DEGs, or Differentially Expressed Genes, are genes whose expression levels show significant differences between two or more conditions or experimental groups. In genetics and genomics research, gene expression refers to the process by which information encoded in a gene's DNA sequence is converted into functional proteins or RNA molecules.
When studying gene expression, researchers often compare gene expression profiles between different biological samples or experimental conditions, such as healthy and diseased tissues, treated and untreated cells, or different developmental stages. By analyzing the expression levels of thousands of genes simultaneously, researchers can identify genes that are upregulated (higher expression) or downregulated (lower expression) in one condition compared to another.
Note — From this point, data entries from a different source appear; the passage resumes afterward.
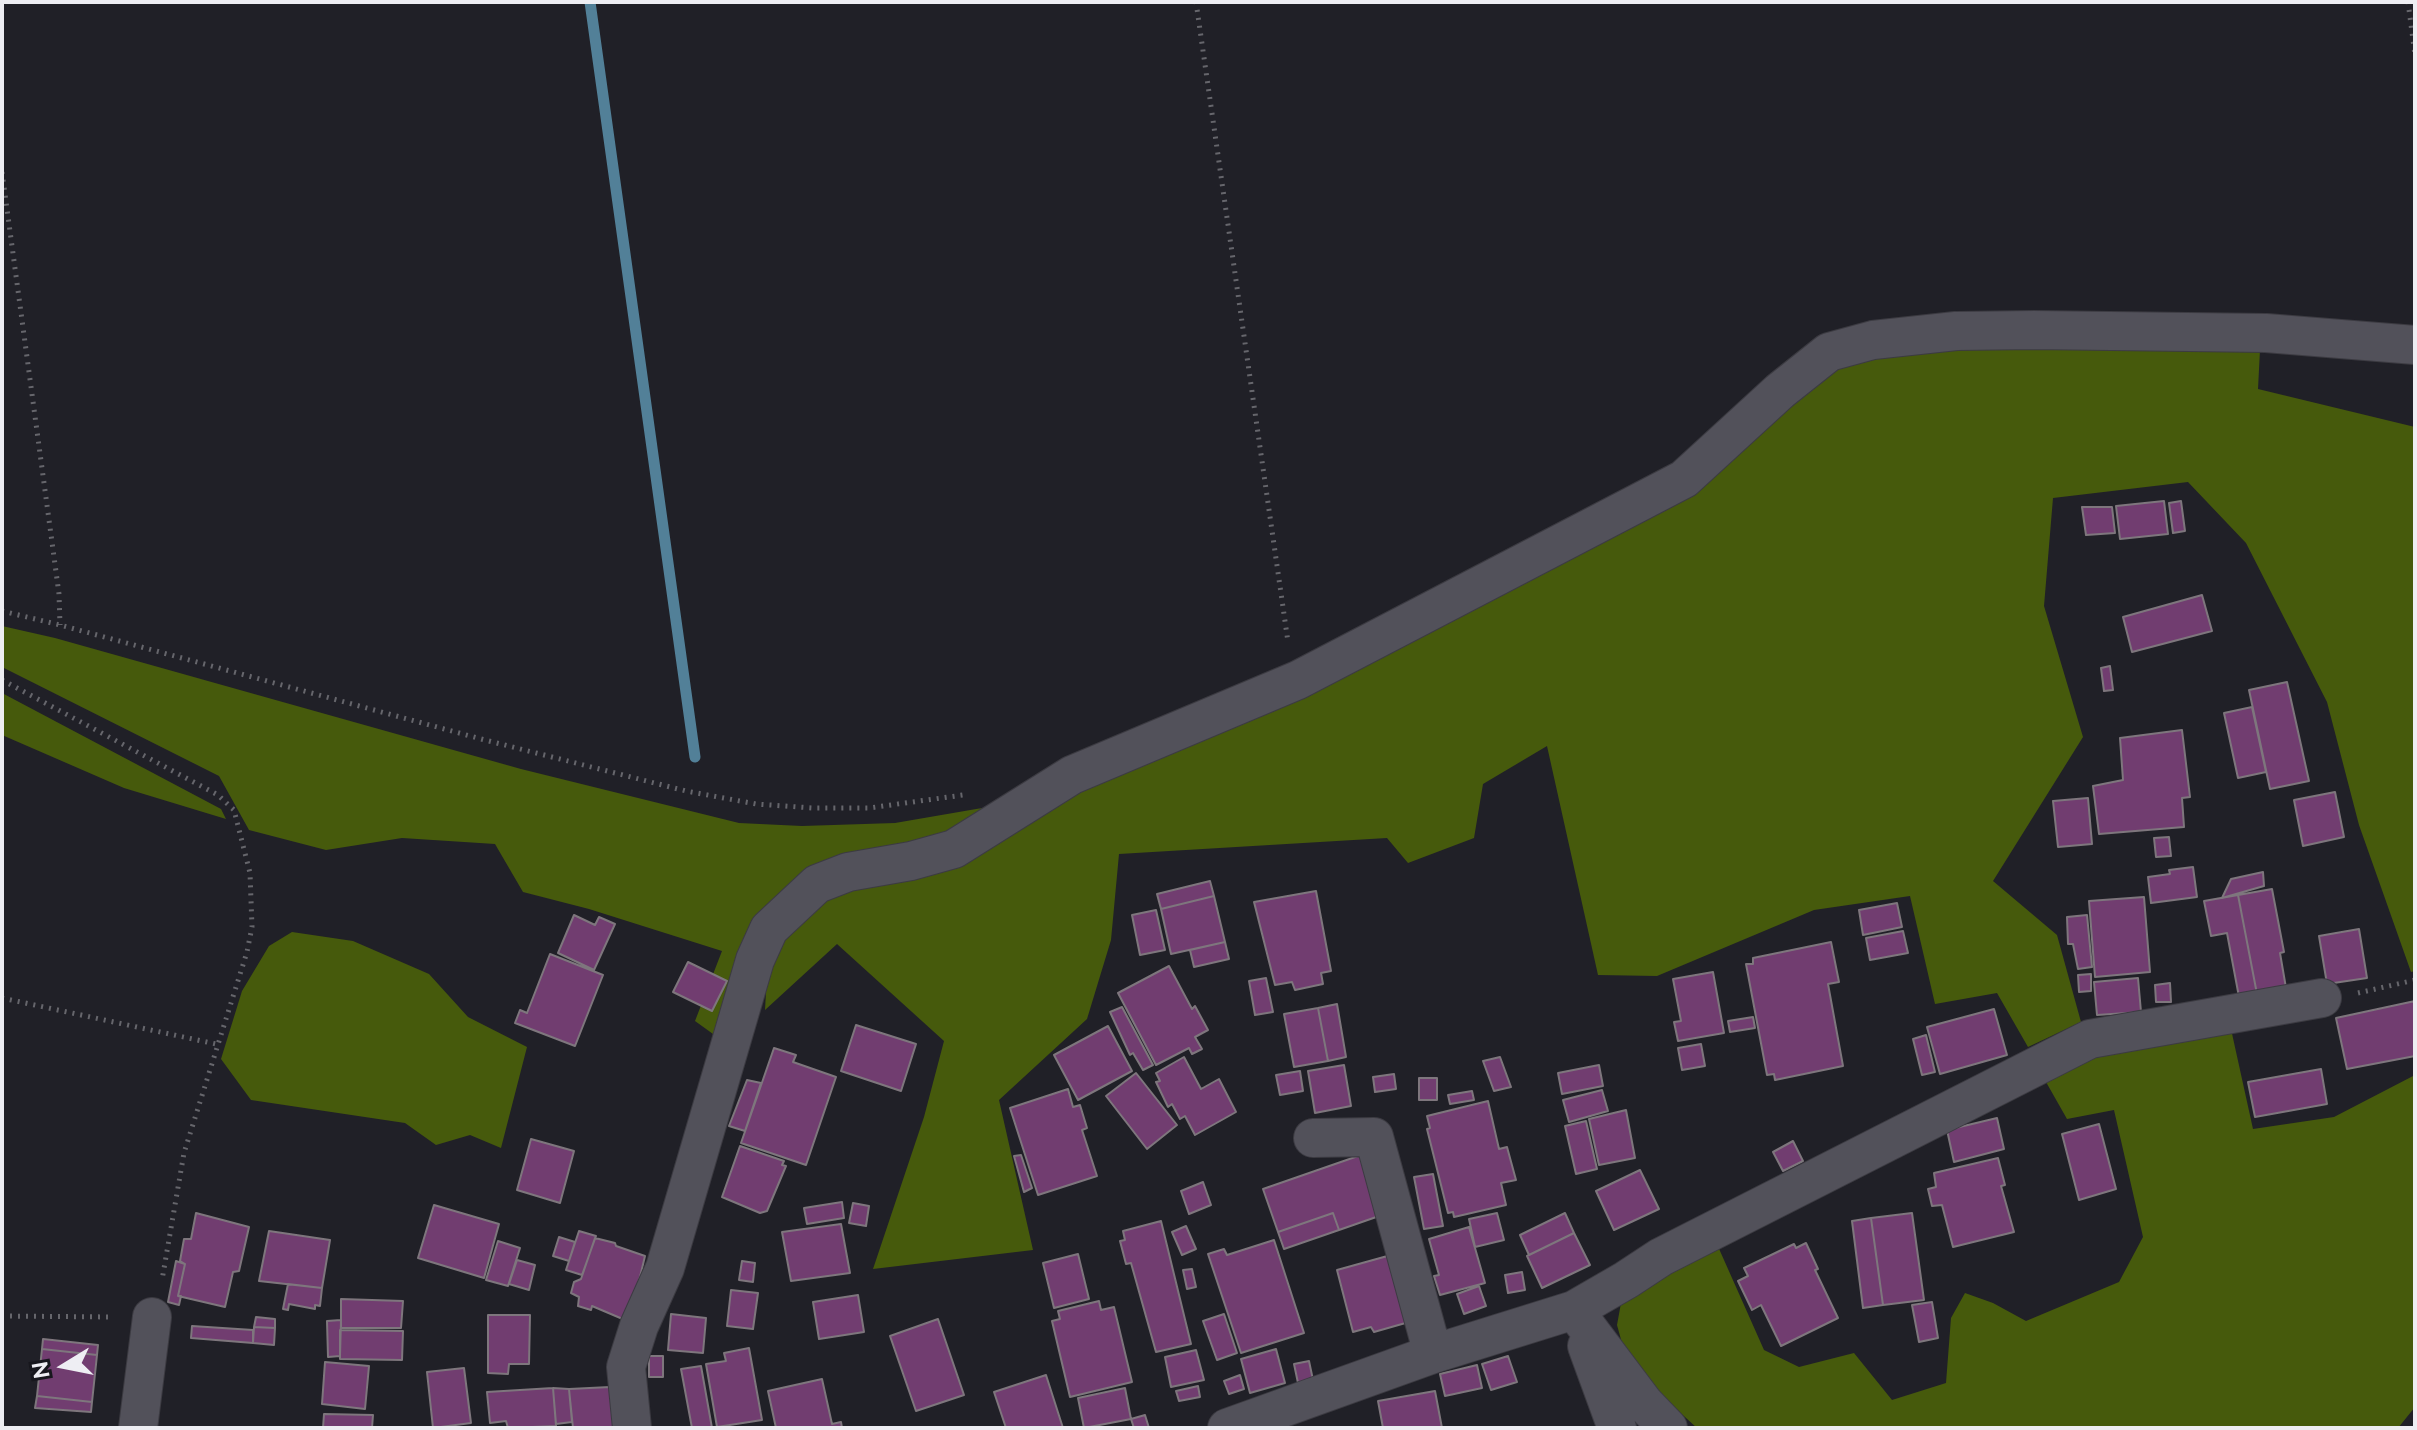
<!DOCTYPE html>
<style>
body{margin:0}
#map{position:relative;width:2417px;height:1430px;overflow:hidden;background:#202027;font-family:Raleway,sans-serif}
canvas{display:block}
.frame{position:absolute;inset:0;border:4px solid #eeeef3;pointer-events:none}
.north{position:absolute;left:24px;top:1326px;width:80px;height:80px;-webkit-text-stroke:6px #17171d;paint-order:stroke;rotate:260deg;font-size:22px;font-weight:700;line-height:32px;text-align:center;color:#eeeef3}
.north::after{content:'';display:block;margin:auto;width:28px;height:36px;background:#eeeef3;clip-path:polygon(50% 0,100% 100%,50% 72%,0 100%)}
</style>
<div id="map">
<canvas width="2417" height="1430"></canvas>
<div class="frame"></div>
<div class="north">N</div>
</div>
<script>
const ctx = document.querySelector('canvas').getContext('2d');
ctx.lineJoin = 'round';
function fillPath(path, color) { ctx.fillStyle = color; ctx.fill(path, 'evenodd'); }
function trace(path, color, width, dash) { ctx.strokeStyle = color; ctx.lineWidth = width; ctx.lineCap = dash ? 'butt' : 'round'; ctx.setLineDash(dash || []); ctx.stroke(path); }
const forest = new Path2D(`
 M1999,346L2260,350L2258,389L2415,427V971L2411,972L2359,825L2327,702L2246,543L2188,482L2053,498L2044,606L2083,737L1993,881L2057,935L2081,1022L2028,1047L1997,993L1935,1004L1910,896L1814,910L1657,976L1598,975L1547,746L1483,784L1474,838L1408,863L1387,838L1119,854L1111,940L1087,1019L999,1100L1033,1250L873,1269L924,1117L944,1041L837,944L765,1010L767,974L780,936L804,910L1093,783L1309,695L1841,361L1930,350Z
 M2,626L55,638L521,769L739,823L802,826L895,823L1011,803L956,837L827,865L720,1039L695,1021L722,951L589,909L523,892L495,844L402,838L326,850L249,830L219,776L2,667Z
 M2,693L221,809L226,819L124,788L2,735Z
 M292,932L353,941L429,974L468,1017L527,1047L501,1148L470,1135L436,1145L405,1123L251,1100L221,1059L242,991L269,946Z
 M2231,1029L2253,1129L2334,1117L2415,1075V1407L2398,1428H1697L1628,1365L1617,1325L1621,1303L1716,1242L1764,1350L1799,1367L1854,1353L1892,1400L1946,1383L1951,1318L1965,1293L1993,1303L2026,1321L2119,1282L2143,1237L2114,1110L2067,1119L2046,1082L2096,1052Z`);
const stream = new Path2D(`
 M590,2L695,757`);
const building = new Path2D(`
 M2164,501L2168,534L2120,539L2116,506Z
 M2181,501L2185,531L2173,533L2169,503Z
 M2082,507H2112L2115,533L2086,535Z
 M2202,595L2212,631L2132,652L2123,617Z
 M2110,666L2113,690L2104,691L2101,668Z
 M2287,682L2309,781L2270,789L2249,690Z
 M2252,707L2266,772L2238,778L2224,713Z
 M2182,730L2190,797L2182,798L2184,827L2099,834L2093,786L2123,780L2120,738Z
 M2335,792L2344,837L2303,846L2294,800Z
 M2088,798L2092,844L2058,847L2053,801Z
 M2169,837L2171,856L2156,857L2154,838Z
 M2193,867L2197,897L2151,903L2148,877L2170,874L2169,870Z
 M2263,872L2264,886L2222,898L2231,879Z
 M1210,881L1214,896L1161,909L1157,894Z
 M2272,889L2284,952L2280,953L2286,988L2257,994L2238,895Z
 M1316,891L1331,971L1321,973L1323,984L1295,990L1292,982L1275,985L1254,902Z
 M2238,895L2257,994L2239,997L2227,933L2211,936L2204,901Z
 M1214,896L1225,942L1171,954L1161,909Z
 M2144,897L2150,972L2095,977L2089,901Z
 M1897,903L1902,927L1863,935L1859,910Z
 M1156,910L1165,950L1140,955L1132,915Z
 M574,915L595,925L599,917L615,924L594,970L558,953Z
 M2087,915L2092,967L2078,969L2073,944H2068L2067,917Z
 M2359,929L2367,978L2327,984L2319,936Z
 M1903,931L1908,953L1870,960L1866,938Z
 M1225,942L1229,959L1194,967L1190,950Z
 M1831,942L1839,982L1828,984L1843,1066L1775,1080L1774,1074L1767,1075L1746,964H1753V958Z
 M550,954L603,975L575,1046L515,1023L520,1010L527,1013Z
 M688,962L727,981L712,1011L673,992Z
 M1169,966L1192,1009L1195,1006L1208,1030L1195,1037L1202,1049L1192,1054L1189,1048L1156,1065L1118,993Z
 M1713,972L1724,1033L1678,1041L1674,1022L1681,1021L1673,979Z
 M2091,974V991L2079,992L2078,975Z
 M1266,978L1273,1012L1255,1015L1249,981Z
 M2138,978L2141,1012L2097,1015L2094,982Z
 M2170,983L2171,1002H2156L2155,985Z
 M2415,1001V1056L2347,1069L2336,1018Z
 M1337,1004L1346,1057L1328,1061L1318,1008Z
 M1122,1007L1153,1065L1143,1070L1133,1053L1130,1055L1110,1012Z
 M1318,1008L1328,1061L1294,1067L1284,1014Z
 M1994,1009L2007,1055L1940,1074L1927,1027Z
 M1753,1017L1755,1028L1730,1032L1728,1021Z
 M856,1025L916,1044L901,1091L841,1071Z
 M1108,1026L1132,1071L1078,1100L1054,1055Z
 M1926,1035L1935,1072L1922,1075L1913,1039Z
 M1701,1044L1705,1066L1682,1070L1678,1048Z
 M774,1048L796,1055L793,1062L836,1077L806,1165L741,1143Z
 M1184,1057L1201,1089L1219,1079L1236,1112L1195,1135L1185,1116L1180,1119L1172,1104L1168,1107L1156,1082L1160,1081L1156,1073Z
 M1500,1057L1511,1087L1494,1091L1483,1061Z
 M1344,1065L1351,1106L1315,1113L1308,1071Z
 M1599,1065L1603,1086L1562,1094L1558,1073Z
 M2321,1069L2327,1104L2255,1117L2248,1082Z
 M1300,1071L1303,1091L1280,1095L1276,1075Z
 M1136,1073L1177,1125L1147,1149L1106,1096Z
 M1394,1074L1396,1089L1375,1092L1373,1077Z
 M1419,1078H1437V1100H1419Z
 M747,1080L761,1083L745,1131L729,1126Z
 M1068,1089L1073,1107L1080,1105L1087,1128L1082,1130L1097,1176L1038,1195L1010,1108Z
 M1602,1090L1608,1111L1569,1122L1563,1100Z
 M1472,1091L1474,1100L1450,1104L1448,1095Z
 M1488,1101L1499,1149L1507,1147L1516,1180L1501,1183L1506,1205L1454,1217L1453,1212L1448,1213L1427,1129L1430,1128L1427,1116Z
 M1626,1110L1635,1158L1599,1165L1589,1119Z
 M1997,1118L2004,1149L1954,1162L1947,1130Z
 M1586,1121L1597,1169L1576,1174L1565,1126Z
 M2099,1124L2116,1189L2079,1200L2062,1134Z
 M531,1139L574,1151L560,1203L517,1190Z
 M1793,1141L1803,1161L1783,1171L1773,1152Z
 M740,1146L784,1161L782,1165L786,1166L767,1211L760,1213L722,1197Z
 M1021,1155L1032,1188L1024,1192L1014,1156Z
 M1361,1155L1382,1215L1339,1230L1333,1213L1278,1232L1263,1189Z
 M1998,1158L2005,1185L2001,1186L2014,1232L1953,1247L1942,1205L1932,1206L1928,1189L1936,1187L1934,1173Z
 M1640,1170L1659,1209L1614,1230L1596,1191Z
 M1433,1174L1443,1226L1424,1229L1414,1177Z
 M1203,1182L1211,1205L1189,1214L1181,1191Z
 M842,1202L844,1218L807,1224L804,1208Z
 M853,1203L869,1206L866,1226L849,1223Z
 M434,1205L499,1224L484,1278L418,1258Z
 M196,1213L249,1227L239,1271L233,1272L225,1307L178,1296L185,1264L180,1261L184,1239H191Z
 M1333,1213L1339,1230L1284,1249L1278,1232Z
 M1497,1213L1504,1240L1475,1247L1469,1219Z
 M1565,1213L1574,1233L1529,1255L1520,1235Z
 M1912,1213L1924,1300L1883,1305L1871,1218Z
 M1871,1218L1883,1305L1863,1308L1852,1221Z
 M1161,1221L1191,1344L1156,1352L1131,1263L1126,1264L1120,1241L1125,1240L1123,1231Z
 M841,1224L850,1273L791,1281L782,1232Z
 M1186,1226L1196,1249L1182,1255L1172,1232Z
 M1469,1227L1485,1283L1440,1295L1434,1276L1439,1275L1429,1239Z
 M269,1231L330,1240L322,1288L259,1281Z
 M579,1231L596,1236L582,1275L566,1270Z
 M1574,1233L1590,1265L1542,1288L1527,1256Z
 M559,1237L575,1242L569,1261L553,1256Z
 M595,1238L615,1243L616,1246L645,1256L640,1277L625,1320L592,1306L591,1310L578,1306L579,1297L571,1293L574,1282L581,1279Z
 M1274,1240L1304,1333L1241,1353L1208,1254L1224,1249L1227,1255Z
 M498,1241L520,1248L508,1286L486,1280Z
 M1806,1243L1818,1269L1815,1270L1838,1318L1781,1346L1761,1305L1752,1310L1738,1281L1748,1276L1744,1268L1794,1244L1796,1248Z
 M1078,1254L1089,1299L1054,1308L1043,1263Z
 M1391,1255L1409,1322L1374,1332L1371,1327L1353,1332L1337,1270Z
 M517,1260L535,1265L529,1290L509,1284Z
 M176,1261L185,1264L178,1296H181L179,1305L168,1302Z
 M742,1261L755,1263L753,1282L739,1280Z
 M1192,1269L1196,1287L1187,1289L1183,1270Z
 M1522,1272L1525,1290L1508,1293L1505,1275Z
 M288,1284L322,1288L320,1306L315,1305V1309L289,1304L288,1310L283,1309Z
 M1479,1286L1486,1306L1464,1314L1457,1294Z
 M731,1290L758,1293L753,1329L727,1326Z
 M858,1295L864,1332L819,1339L813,1302Z
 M341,1299L403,1301L401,1328H341Z
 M1099,1301L1101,1310L1114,1307L1132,1382L1070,1397L1052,1321L1060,1319L1058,1311Z
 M1932,1302L1938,1338L1919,1342L1912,1305Z
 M671,1314L706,1318L703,1353L668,1350Z
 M1224,1314L1237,1353L1217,1360L1203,1321Z
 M488,1315H530L529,1364H509L508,1374L488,1373Z
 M256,1317L275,1319V1328L254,1327Z
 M938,1319L964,1395L916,1411L890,1336Z
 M341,1320L340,1356L328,1357L327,1321Z
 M192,1326L253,1330V1343L191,1338Z
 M254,1327L275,1328L274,1345L253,1343Z
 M340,1330L403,1331L402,1360L340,1359Z
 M43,1339L98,1345L97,1355L42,1349Z
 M749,1348L762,1420L717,1427L706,1364L726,1361L724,1353Z
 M42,1349L97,1355L92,1402L37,1396Z
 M1276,1349L1285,1383L1250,1393L1241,1359Z
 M1196,1350L1204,1380L1171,1387L1165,1357Z
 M649,1356H663V1377H649Z
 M1508,1356L1517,1382L1491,1390L1482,1364Z
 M1309,1361L1313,1380L1298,1383L1294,1364Z
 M325,1362L369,1366L365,1409L322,1404Z
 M1477,1365L1482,1388L1445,1396L1440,1374Z
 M701,1366L712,1428H692L681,1369Z
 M464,1368L471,1423L433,1428L427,1372Z
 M1046,1375L1063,1428H1006L994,1392Z
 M1240,1375L1244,1389L1229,1394L1224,1381Z
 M822,1379L832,1424L841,1422L842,1428H776L768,1391Z
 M1198,1386L1200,1397L1179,1401L1176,1391Z
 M610,1387L614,1428H573L569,1389Z
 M553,1388L556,1426L508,1428L506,1421L490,1423L487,1392Z
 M553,1388L569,1389L572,1422L556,1424Z
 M1125,1388L1131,1419L1084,1428L1078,1398Z
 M1435,1391L1442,1428H1383L1378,1401Z
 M37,1396L92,1402L91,1412L35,1408Z
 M324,1414L373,1415L372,1428H323Z
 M1145,1415L1149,1428H1134L1131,1419Z`);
const path = new Path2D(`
 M1196,2L1288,642
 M2408,2L2415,55
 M2,172L59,594L60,625
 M2,611L60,625L485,740L686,791L756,804L813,808H869L963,795
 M2,680L218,795L234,810L250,873L252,927L247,952L184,1153L162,1280
 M2358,993L2415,980
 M2,998L216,1044
 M2,1316L113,1317`);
const minor = new Path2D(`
 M1313,1138L1374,1137L1433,1354
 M1574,1310L1644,1403L1668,1428
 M1587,1346L1617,1428
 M138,1428L152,1317
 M632,1428L626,1367L639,1326L665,1268L755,960L769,929L817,884L848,872L911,861L954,849L1072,775L1298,680L1684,479L1780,391L1829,352L1873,340L1956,331L2034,330L2266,333L2415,345
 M1227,1428L1433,1354L1574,1310L1626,1280L1661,1257L2090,1039L2322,998`);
fillPath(forest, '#465a0c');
trace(stream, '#528098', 11);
fillPath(building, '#713d70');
trace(building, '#7e767d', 2);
trace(minor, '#3c3b42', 40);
trace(path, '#66666c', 5, [2, 6]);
trace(minor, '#52515a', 38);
</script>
Differential Gene Expression analysis is a fundamental tool for identifying genes whose expression levels significantly differ between experimental conditions or biological samples. This analysis enables us to pinpoint genes that play pivotal roles in phenotypic variation, disease development, or response to treatments. With RNA-seq, we can capture and quantify the abundance of transcripts, revealing the dynamic landscape of gene expression within a cell or tissue.
Data Preprocessing: Raw RNA-seq data contains a wealth of information but requires preprocessing steps to ensure accurate and reliable results. This includes trimming adapter sequences, filtering low-quality reads, and aligning the reads to a reference genome or transcriptome.
Read Alignment and Mapping: The next step involves mapping the processed reads to a reference genome or transcriptome. This alignment process enables the determination of the origin of each read, allowing us to associate it with specific genes or genomic regions.
Quantification of Gene Expression: Once the reads are mapped, we quantify the expression level of each gene. This can be achieved by counting the number of reads that align to each gene or by estimating transcript abundance using sophisticated algorithms.
Statistical Analysis: Statistical methods are employed to identify genes that exhibit significant changes in expression between experimental conditions. Various statistical tests, such as the negative binomial, edgeR, or DESeq2, are commonly used to assess differential gene expression.
Functional Analysis: After identifying Differentially Expressed Genes (DEGs), we delve deeper into their functional significance. By subjecting DEGs to gene ontology enrichment analysis, pathway analysis, or functional annotation, we gain insights into the biological processes, molecular functions, and pathways associated with the observed gene expression changes.
Disease Biomarker Discovery: Identification of DEGs between healthy and diseased tissues unveils potential diagnostic or prognostic biomarkers. These biomarkers aid in disease classification, patient stratification, and the development of targeted therapies, paving the way for precision medicine.
Drug Discovery and Development: DGE analysis facilitates the identification of genes responsive to specific drug treatments. By unraveling the molecular mechanisms underpinning drug response, we can optimize treatment strategies, expedite drug discovery, and develop personalized therapies tailored to individual patients.
Developmental Biology: DGE analysis provides critical insights into the genetic programs governing various stages of development. By comparing gene expression patterns during embryogenesis or tissue differentiation, we unravel the molecular events that shape organisms, advancing our understanding of developmental biology.
Environmental Stress Response: DGE analysis elucidates how genes respond to environmental stimuli, such as heat stress, chemical exposure, or pathogen infection. Unraveling the underlying molecular pathways enhances our comprehension of stress responses and enables the development of strategies to mitigate their impact.